En la universidad integró la banda Tropi Pop, lo hizo interpretando la guitarra acústica, ganaron concursos locales, se presentaron en el Ascun del año 2015 y fueron un éxito en los regionales de Bucaramanga obteniendo el primer lugar. Ya para la edición nacional quedaron de segundo, pero la experiencia fue enriquecedora para todo el grupo.
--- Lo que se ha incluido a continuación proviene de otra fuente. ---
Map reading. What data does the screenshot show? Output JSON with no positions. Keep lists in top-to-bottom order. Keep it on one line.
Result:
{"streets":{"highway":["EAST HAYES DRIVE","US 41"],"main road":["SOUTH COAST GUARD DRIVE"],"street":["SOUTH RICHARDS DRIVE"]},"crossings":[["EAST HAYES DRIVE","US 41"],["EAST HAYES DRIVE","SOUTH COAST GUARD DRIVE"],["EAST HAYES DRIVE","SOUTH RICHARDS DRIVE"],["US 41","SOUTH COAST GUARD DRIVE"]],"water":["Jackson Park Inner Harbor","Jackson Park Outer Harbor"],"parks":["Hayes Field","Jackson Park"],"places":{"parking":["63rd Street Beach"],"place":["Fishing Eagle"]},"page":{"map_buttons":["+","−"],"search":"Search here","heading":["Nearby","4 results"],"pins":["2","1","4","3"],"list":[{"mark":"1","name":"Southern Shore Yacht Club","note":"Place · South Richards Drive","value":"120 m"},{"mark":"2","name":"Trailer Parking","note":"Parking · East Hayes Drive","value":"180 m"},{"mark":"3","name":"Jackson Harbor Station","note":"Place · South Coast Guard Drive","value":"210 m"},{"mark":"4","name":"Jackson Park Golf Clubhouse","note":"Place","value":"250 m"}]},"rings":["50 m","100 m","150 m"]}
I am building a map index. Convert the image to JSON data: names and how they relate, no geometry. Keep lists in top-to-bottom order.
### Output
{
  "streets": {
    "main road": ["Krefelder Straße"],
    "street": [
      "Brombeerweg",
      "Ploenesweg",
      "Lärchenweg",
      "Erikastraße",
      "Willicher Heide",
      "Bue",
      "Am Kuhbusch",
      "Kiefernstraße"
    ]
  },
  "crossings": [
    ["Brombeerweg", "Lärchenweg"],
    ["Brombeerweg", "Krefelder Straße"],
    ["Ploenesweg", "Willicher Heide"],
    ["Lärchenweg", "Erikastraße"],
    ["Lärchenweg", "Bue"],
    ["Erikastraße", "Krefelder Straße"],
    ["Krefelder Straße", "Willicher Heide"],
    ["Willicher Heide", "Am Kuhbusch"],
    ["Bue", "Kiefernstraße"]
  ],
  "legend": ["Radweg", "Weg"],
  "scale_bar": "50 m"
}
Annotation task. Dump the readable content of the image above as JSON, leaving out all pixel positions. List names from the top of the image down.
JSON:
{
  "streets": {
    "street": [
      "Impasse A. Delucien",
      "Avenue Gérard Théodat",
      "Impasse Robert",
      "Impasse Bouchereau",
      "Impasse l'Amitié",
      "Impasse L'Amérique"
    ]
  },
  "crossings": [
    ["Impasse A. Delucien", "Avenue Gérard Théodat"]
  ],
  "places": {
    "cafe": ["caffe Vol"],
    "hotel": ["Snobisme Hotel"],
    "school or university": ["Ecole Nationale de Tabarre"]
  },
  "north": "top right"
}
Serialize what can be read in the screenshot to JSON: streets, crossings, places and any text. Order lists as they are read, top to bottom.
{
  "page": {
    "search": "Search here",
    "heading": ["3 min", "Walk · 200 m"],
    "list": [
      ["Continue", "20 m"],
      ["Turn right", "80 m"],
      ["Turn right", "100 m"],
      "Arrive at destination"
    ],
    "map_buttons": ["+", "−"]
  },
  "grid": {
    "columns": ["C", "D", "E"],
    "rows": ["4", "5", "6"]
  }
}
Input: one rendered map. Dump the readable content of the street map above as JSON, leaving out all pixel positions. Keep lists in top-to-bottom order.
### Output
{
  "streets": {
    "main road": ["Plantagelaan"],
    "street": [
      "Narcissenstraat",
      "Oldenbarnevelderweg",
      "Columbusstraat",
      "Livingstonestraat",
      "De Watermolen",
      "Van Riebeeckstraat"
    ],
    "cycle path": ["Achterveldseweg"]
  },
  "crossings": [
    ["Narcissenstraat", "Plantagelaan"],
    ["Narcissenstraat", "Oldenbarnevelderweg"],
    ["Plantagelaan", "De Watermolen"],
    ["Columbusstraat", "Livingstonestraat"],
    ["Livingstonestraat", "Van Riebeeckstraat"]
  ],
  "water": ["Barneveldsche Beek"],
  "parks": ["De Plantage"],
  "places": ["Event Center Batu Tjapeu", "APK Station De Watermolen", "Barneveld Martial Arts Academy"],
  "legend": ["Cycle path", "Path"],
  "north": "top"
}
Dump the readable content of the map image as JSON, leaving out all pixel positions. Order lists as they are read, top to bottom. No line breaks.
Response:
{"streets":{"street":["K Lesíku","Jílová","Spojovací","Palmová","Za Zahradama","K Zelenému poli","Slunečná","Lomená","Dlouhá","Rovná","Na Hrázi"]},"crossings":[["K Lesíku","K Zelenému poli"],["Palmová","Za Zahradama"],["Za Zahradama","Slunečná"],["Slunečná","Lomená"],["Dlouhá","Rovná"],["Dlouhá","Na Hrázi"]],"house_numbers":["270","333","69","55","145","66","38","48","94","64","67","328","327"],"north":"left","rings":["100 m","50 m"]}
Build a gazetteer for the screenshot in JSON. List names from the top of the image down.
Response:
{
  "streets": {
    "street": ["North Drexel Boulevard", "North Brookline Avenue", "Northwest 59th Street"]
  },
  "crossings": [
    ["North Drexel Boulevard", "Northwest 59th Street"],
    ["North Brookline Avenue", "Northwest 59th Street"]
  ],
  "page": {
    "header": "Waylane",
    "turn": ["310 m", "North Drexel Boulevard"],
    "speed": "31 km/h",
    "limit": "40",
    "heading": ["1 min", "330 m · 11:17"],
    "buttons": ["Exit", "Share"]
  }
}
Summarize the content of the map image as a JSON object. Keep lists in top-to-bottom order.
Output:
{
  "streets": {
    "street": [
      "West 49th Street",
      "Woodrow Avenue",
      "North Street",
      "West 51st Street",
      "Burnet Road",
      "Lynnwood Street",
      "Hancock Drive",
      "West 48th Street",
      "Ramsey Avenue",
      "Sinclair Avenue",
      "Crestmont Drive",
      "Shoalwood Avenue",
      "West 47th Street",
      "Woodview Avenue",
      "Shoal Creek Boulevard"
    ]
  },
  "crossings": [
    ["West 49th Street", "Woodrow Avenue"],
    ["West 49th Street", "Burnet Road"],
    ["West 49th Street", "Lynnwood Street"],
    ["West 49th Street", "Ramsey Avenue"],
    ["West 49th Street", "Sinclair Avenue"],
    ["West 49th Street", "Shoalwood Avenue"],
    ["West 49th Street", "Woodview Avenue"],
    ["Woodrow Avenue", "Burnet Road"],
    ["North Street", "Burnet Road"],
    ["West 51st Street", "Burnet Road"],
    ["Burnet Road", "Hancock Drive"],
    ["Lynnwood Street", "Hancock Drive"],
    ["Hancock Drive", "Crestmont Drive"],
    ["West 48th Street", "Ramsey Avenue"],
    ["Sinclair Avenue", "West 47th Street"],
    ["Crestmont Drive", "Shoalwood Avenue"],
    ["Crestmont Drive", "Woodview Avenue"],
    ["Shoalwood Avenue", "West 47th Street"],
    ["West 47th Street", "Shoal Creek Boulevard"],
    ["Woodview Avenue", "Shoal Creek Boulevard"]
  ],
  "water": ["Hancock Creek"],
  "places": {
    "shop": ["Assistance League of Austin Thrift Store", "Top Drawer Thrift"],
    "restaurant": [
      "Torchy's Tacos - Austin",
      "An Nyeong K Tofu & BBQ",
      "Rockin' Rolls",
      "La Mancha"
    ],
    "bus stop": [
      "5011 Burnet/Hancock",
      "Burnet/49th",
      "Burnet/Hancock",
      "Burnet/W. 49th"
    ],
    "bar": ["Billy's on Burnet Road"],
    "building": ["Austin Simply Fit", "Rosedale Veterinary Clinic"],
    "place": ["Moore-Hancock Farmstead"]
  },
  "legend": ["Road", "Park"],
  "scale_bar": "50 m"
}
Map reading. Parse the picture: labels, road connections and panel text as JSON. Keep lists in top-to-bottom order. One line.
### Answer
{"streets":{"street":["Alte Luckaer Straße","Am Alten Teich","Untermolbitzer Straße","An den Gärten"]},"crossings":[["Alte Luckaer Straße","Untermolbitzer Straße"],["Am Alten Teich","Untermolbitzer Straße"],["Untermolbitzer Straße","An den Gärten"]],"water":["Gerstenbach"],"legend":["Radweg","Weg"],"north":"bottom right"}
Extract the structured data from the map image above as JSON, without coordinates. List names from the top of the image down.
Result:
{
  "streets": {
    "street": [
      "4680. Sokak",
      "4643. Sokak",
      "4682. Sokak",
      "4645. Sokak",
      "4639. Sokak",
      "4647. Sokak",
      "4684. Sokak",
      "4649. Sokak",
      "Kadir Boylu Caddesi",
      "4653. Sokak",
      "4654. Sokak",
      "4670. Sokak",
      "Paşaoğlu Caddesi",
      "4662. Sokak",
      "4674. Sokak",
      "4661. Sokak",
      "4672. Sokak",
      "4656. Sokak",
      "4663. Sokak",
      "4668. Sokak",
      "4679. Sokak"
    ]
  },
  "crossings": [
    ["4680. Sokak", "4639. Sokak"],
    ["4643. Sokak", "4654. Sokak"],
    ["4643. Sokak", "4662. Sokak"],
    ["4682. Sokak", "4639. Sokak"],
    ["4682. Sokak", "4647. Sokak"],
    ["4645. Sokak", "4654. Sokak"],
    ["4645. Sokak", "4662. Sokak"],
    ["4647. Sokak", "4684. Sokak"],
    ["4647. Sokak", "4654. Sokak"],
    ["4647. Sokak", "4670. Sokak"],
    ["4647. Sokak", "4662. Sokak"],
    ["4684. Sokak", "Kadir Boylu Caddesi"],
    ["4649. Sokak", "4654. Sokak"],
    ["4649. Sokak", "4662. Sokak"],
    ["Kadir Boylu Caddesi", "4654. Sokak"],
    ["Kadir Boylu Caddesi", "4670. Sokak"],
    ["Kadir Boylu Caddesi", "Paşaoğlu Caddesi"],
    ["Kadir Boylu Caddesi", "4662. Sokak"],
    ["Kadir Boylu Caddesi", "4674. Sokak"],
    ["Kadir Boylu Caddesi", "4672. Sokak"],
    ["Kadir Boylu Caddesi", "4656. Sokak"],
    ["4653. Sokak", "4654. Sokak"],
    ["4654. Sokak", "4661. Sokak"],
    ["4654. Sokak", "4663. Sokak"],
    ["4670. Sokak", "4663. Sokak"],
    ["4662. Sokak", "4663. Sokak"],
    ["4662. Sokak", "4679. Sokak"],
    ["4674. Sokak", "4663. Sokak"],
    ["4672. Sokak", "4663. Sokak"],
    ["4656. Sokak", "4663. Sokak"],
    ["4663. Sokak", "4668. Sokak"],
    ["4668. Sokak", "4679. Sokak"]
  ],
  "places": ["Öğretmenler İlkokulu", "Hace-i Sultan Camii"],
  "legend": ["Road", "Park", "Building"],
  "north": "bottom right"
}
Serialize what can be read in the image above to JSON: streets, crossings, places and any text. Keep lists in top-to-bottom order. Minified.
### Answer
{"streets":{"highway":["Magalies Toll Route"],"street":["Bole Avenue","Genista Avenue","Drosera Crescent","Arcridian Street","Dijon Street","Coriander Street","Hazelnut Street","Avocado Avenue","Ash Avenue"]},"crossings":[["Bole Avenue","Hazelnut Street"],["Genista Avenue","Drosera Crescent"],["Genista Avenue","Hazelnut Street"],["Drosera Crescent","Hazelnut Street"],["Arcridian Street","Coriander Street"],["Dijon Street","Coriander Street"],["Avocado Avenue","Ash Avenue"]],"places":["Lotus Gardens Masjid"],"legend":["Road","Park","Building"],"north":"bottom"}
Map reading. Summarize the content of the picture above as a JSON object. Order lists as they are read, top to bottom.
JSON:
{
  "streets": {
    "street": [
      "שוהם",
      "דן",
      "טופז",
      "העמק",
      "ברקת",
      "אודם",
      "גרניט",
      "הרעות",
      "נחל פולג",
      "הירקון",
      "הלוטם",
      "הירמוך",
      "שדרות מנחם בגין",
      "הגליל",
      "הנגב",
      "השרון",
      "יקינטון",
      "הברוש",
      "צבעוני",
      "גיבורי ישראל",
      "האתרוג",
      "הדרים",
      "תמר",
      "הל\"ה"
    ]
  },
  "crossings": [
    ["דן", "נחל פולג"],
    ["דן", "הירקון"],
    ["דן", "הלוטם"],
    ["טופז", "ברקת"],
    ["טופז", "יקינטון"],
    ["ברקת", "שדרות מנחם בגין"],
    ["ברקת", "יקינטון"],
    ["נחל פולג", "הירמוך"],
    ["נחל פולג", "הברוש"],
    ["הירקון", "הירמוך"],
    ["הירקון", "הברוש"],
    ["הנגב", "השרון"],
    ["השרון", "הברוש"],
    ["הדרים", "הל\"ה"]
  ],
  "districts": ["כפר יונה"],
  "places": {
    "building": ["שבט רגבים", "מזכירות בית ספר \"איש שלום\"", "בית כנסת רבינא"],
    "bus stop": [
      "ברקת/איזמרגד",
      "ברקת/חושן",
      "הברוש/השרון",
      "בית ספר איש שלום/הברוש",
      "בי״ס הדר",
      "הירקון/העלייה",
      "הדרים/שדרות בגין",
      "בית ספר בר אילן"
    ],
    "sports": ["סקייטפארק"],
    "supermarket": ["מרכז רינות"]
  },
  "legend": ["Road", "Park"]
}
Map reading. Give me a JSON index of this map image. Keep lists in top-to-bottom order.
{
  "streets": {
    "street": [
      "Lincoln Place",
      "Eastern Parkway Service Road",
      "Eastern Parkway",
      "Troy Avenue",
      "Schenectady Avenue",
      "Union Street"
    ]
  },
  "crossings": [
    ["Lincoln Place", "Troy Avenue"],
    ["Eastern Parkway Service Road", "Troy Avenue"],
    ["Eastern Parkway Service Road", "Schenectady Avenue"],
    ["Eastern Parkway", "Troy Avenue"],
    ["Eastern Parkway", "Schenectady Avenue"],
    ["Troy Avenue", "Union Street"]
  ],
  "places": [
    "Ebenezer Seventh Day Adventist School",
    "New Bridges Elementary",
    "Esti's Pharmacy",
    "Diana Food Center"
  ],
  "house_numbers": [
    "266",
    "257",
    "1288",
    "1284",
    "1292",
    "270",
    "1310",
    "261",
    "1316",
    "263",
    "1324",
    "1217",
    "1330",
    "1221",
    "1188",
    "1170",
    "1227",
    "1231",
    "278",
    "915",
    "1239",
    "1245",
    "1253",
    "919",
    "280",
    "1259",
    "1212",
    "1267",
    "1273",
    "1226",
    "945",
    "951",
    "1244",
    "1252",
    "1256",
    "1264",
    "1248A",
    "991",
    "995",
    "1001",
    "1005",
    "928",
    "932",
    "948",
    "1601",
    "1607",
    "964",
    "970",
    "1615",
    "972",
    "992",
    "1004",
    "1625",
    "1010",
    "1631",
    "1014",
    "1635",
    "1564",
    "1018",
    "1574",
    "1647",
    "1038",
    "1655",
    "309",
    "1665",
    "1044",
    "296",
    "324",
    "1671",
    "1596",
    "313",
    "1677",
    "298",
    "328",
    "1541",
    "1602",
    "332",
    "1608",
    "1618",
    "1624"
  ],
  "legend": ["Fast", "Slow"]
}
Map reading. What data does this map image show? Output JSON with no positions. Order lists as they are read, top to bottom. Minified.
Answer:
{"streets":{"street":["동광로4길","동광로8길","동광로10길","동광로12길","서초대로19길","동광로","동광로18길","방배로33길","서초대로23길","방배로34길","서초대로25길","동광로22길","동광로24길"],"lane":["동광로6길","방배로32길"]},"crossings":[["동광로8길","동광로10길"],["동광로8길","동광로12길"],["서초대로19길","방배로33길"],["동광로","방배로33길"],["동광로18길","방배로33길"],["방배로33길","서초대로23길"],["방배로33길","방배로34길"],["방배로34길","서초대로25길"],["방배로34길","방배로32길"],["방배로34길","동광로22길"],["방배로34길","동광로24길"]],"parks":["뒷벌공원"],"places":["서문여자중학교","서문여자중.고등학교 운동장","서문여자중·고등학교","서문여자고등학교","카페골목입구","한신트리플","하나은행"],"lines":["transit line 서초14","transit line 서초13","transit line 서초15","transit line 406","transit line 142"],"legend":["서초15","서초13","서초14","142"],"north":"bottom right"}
En el 2019 toma la decisión de volverse cantautor, había pasado años entrenando su técnica en la guitarra, pero el campo de componer y de cantar sus propias canciones no lo había explorado. Hace una pausa en su narración y sus ojos se ponen aguados, toma una bocanada de aire y empieza a contarme la historia de su perro Freud. El animal había enfermado, era viejo y había sido la compañía de Juan C, cuando él tocaba su guitarra el animal se acostaba en el estuche y se queda ahí por horas viendo a su amigo humano cantar. La enfermedad fue deteriorando al perro, hasta que justo antes de su muerte, Juan C le compuso una canción que tituló carne y hueso, un recital poderoso a la perdida.

En el momento del entierro de su fiel amigo canino, Juan C. acompañado de toda su familia cantó su primera canción compuesta por él, lo hizo en medio de lágrimas, pero con la alegría inmensa de haber compartido su vida con un gran amigo. Ese día juró o mejor aún, corrió a decirle al mundo que sería un gran artista. El sol, que ya no estaba tan intenso como en las primeras horas de la tarde, se estaba adentrando tras las montañas, y el cielo arrebolado de un día de verano en Villavicencio caía, mientras que Juan C. Calvo con la gratitud desmedida me despedía con un apretón de manos.